Josh Work Professional Organizations Trip Reports Conference Report: 2000 USENIX Closing Session: New Horizons for Music on the Internet

by Thomas Dolby Robertson

Tom Dolby is a musician (you'll probably remember him from "She Blinded Me with Science!") who's been working on integrating computers into music for at least 20 years. One historical tidbit: The drums in "...Science!" were actually generated by a discoteque's light control board.

Tom is one of the founders of Beatnik (http://www.beatnik.com/), a tool suite or platform to transfer descriptions of the music, not the music itself, over the Internet. For example, the description would define which voice and attributes to use, and the local client side would be able to translate that into music or effects. This effectively allows a web page to be scored for sound as well as for sight.

For example, several companies have theme music for their logos that you may have heard on TV or radio ads. These companies can now, when you visit their web site, play the jingle theme without needing to download hundreds of kilobytes but merely tens of bytes. Similarly, a web designer can now add sound effects to her site, such that scrolling over a button not only lights the button but plays a sound effect. Another use for the technology is to mix your own music with your favorite artists, turning on and off tracks (such as drums, guitars, vocals, and so on) as you see fit, allowing for personalized albums at a fraction of the disk space. (In the example provided during the talk, a 20K text file would replace a 5M MP3 file.) In addition to the "way cool" and "marketing" approaches, there's an additional educational component to Beatnik. For example, you can set up musical regions on a page and allow the user to experiment with mixing different instruments to generate different types of sounds.

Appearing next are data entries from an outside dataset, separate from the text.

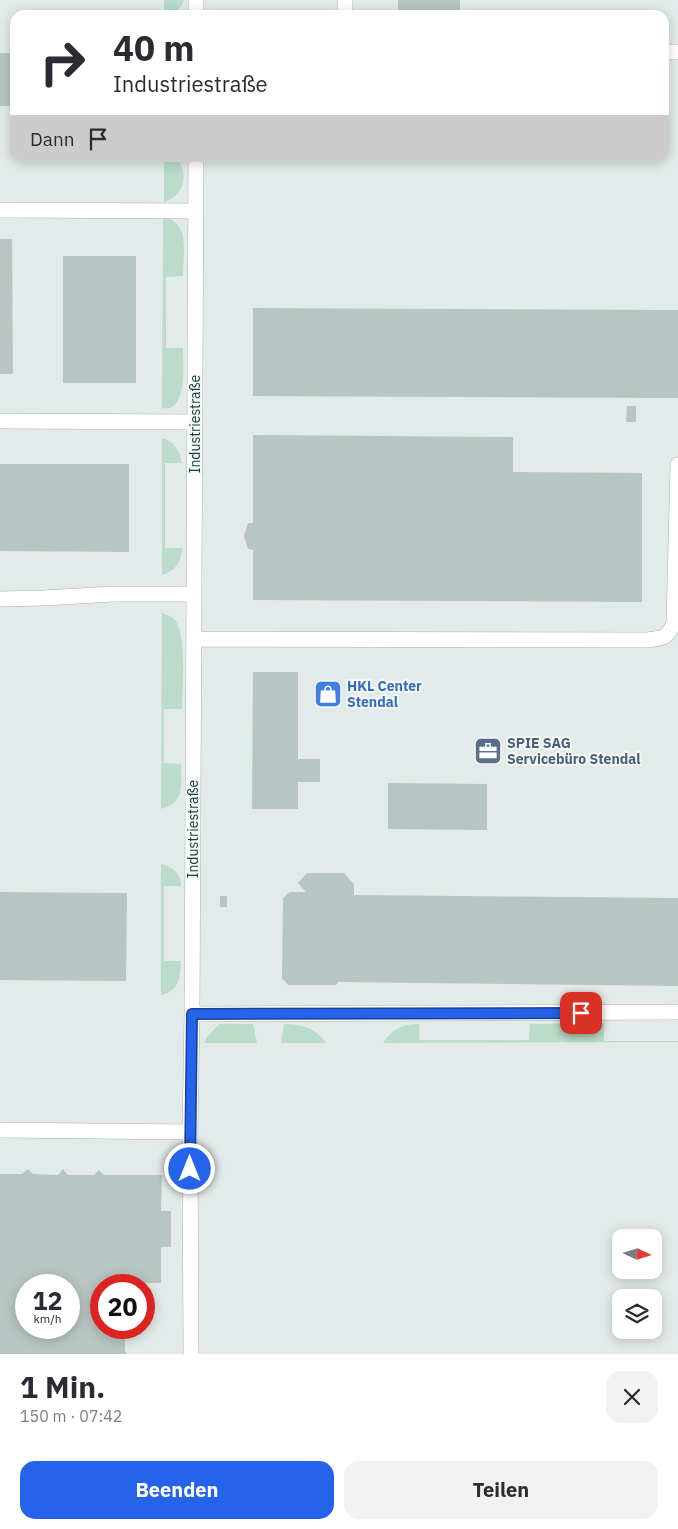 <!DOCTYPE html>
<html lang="de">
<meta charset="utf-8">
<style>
body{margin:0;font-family:"IBM Plex Sans",sans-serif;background:#f2f2f3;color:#2b2b33;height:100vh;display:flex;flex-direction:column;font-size:19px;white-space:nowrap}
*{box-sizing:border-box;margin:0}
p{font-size:16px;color:#7c7c81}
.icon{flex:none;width:28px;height:28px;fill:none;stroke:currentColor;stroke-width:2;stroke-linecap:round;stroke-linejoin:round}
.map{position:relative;height:1354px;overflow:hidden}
.side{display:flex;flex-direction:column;background:#fff;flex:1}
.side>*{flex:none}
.guide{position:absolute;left:10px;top:10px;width:659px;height:152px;border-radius:15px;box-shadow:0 2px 12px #0003;background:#fff;color:#2b2b33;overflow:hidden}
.needle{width:32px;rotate:94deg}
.tools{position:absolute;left:612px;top:1229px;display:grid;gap:10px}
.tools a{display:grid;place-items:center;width:50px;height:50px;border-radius:10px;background:#fff;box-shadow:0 2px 12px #0003;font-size:25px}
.speed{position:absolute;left:15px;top:1274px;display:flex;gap:10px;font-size:25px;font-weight:700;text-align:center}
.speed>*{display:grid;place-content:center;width:65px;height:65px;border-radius:50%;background:#fff;box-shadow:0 2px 12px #0003;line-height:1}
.speed small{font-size:12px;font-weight:400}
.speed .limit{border:8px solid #d22;background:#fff;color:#111}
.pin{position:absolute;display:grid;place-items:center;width:42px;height:42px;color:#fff;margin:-21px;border-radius:10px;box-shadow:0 2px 8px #0006}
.me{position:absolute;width:55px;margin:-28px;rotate:0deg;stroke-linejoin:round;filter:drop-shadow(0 0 4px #0008)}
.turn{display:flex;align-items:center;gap:18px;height:105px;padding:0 20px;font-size:22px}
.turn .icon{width:65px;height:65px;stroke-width:2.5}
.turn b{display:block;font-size:35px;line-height:42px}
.then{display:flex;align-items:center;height:48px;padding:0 20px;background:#0003;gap:10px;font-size:19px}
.round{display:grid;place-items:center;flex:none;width:52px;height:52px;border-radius:15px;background:#f2f2f3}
.head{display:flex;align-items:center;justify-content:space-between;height:85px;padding:0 20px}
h1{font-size:30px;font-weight:700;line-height:38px}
.primary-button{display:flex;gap:10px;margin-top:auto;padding:10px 20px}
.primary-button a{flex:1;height:58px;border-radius:15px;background:#2563eb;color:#fff;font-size:20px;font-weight:700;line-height:58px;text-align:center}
.primary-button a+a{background:#f2f2f3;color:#2b2b33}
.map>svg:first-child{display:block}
.green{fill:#bbdcca}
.building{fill:#b7c6c2;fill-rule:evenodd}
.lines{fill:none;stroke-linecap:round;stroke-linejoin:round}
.minor-casing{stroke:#a5b3b1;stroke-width:16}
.minor{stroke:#fff;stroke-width:15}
.route-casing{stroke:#184099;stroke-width:12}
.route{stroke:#2563eb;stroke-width:9}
.labels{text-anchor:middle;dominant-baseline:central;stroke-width:4;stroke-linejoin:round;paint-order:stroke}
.street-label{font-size:14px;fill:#223c3a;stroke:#f2f8f6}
.shop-label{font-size:14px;font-weight:bold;fill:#366cbe;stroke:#f2f8f6;text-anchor:start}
.service-label{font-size:14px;font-weight:bold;fill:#4e5e75;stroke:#f2f8f6;text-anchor:start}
</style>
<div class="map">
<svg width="678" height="1354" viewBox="0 0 678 1354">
<rect width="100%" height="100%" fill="#e2ebe9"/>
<path class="green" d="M 164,0 L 184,0 C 181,10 174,13 164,14 Z
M 164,158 L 176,158 C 190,173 184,196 164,202 Z
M 163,217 C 191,221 183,256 183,276 L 166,277 L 166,348 L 183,348 C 183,362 187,401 170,408 C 168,409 165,408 162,409 Z
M 162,438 C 174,441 180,451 182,463 L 165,463 L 165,548 L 182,548 C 182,562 175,571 162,575 Z
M 162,613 C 167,615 171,616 175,620 C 187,635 182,688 182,709 L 164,709 L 164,763 L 181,764 C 181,785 186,802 161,809 Z
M 161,864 C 173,867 181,873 181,886 L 164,886 L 164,961 L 181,961 C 180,977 180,991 161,995 Z
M 604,1023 L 604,1041 L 678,1041 L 678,1042 L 383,1043 C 392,1029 403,1024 419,1024 L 419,1040 L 529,1040 L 530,1024 Z
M 219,1024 L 253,1024 L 257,1043 L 204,1043 L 207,1037 Z
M 284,1024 C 301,1024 316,1028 326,1043 L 281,1043 Z"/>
<path class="building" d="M 398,0 L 460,0 L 460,15 L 398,15 Z
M 0,53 L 11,53 L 11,64 L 15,64 L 15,106 L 0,106 Z
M 0,239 L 12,239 L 13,374 L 0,374 Z
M 63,256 L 136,256 L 136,383 L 63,383 Z
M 253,308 L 678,310 L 678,398 L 253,396 Z
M 627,406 L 636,406 L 636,422 L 626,422 Z
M 253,435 L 513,437 L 513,472 L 642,473 L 642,602 L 253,600 L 253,550 L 248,549 L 244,536 L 248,523 L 253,523 Z
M 0,464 L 129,464 L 129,552 L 0,551 Z
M 253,672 L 298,672 L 298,759 L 320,759 L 320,782 L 298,782 L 298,809 L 252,809 Z
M 388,783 L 487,784 L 487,830 L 388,829 Z
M 307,873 L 344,873 L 354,884 L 354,895 L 678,898 L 678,986 L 338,982 L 336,985 L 288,985 L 282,978 L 283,898 L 290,892 L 306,892 L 298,883 Z
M 0,892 L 127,893 L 126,981 L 0,980 Z
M 220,896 L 227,896 L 227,907 L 220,907 Z
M 28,1169 L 33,1174 L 58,1175 L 63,1169 L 68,1175 L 94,1175 L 99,1170 L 104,1175 L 162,1175 L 161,1211 L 171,1211 L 171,1247 L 161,1247 L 161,1283 L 125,1283 L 125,1285 L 101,1285 L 101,1328 L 125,1328 L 125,1351 L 127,1354 L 0,1354 L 0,1174 L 22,1174 ZM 26,1285 L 69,1285 L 69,1328 L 26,1328 Z"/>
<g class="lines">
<g class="minor-casing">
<path id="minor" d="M 196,0 L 196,15
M 345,15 L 345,0
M 664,52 L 678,52
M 196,158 L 192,1014 L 678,1012
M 0,210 L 196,211
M 0,421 L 195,422
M 0,599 L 43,598 L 113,594 L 194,594
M 194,639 L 647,640 C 662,638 667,639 674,623 L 678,465
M 0,1130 L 190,1132
M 191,1354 L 190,1132 L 192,1014"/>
</g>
<use href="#minor" class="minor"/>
</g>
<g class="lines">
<g class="route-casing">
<path id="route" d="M 190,1169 L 192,1014 L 581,1013"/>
</g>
<use href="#route" class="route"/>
</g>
<defs>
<g id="shop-square" transform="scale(1.4375)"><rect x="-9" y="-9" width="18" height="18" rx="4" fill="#3f7fe0" stroke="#f2f8f6"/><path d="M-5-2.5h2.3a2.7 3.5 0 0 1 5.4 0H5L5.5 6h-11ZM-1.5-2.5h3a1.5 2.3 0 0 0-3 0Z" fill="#fff"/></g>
<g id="office-square" transform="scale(1.4375)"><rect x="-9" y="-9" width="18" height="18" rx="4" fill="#5c6f8a" stroke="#f2f8f6"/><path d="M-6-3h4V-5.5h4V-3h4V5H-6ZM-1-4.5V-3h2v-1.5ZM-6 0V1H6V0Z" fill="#fff"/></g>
</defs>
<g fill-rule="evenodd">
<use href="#shop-square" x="328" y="694"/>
<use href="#office-square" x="488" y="751"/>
</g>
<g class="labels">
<g class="street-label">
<text transform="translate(195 424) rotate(-90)">Industriestraße</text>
<text transform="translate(193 829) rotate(-90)">Industriestraße</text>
</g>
<g class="shop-label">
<text x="347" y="686">HKL Center<tspan x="347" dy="16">Stendal</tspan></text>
</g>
<g class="service-label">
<text x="507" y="743">SPIE SAG<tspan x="507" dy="16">Servicebüro Stendal</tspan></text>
</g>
</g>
</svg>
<div class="tools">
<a><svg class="needle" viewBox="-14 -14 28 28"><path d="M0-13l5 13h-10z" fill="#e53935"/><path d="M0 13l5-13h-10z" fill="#7c7c81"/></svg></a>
<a><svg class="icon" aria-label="layers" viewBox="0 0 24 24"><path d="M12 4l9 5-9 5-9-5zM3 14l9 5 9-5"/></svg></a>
</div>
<div class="speed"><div>12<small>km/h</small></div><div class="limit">20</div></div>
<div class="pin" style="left:581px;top:1013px;background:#d93025"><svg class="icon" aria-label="arrive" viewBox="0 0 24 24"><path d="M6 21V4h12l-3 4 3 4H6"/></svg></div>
<svg class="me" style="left:190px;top:1169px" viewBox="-20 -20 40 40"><circle r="17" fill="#2563eb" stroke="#fff" stroke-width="3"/><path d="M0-11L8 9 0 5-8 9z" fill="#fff"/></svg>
<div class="guide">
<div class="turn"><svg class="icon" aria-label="right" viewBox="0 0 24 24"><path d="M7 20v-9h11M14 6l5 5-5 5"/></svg><div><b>40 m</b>Industriestraße</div></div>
<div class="then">Dann<svg class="icon" aria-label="arrive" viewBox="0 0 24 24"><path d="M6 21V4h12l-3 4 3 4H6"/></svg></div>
</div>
</div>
<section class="side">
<div class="head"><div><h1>1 Min.</h1><p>150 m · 07:42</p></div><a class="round"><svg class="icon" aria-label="close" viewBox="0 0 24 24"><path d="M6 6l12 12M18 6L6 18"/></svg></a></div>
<div class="primary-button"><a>Beenden</a><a>Teilen</a></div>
</section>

The technical information: Beatnik combines the best of the MIDI format's efficiency and the WAV format's fidelity. Using "a proprietary key thingy" for encryption, Beatnik is interactive and cross-platform, providing an easy way to author music. And because the client is free, anyone can play the results. The audio engine is a 64-voice general MIDI synthesizer and mixer, with downloadable samples, audio file streaming, and a 64:2 channel digital mixer. It uses less than 0.5% of a CPU per voice and there are 75 callable Java methods at run time. It supports all the common formats (midi, mp3, wav, aiff, au, and snd were what I got written down), as well as a proprietary rich music format (rmf), which is both compressed and encrypted witht he copyright. RMF files can be created with the Beatnik Editor (version 2 is free while in beta but may be for-pay software in production). The editor allows for access to a sound bank, sequencer, envelope settings, filters, oscillations, reverbs, batch conversions (for example, entire libraries), converting loops and samples to MP3, and encryption of your sound. And there is an archive of licensable music so you can pay the royalties and get the license burned into your sample.

Web authoring is easy with the EZ Sonifier tool which generates JavaScript, middling with tools like NetObjects' Fusion, Adobe GoLive, and Macromedia Dreamweaver, and hard if you write it yourself, though there is a JavaScript authoring API available for the music object.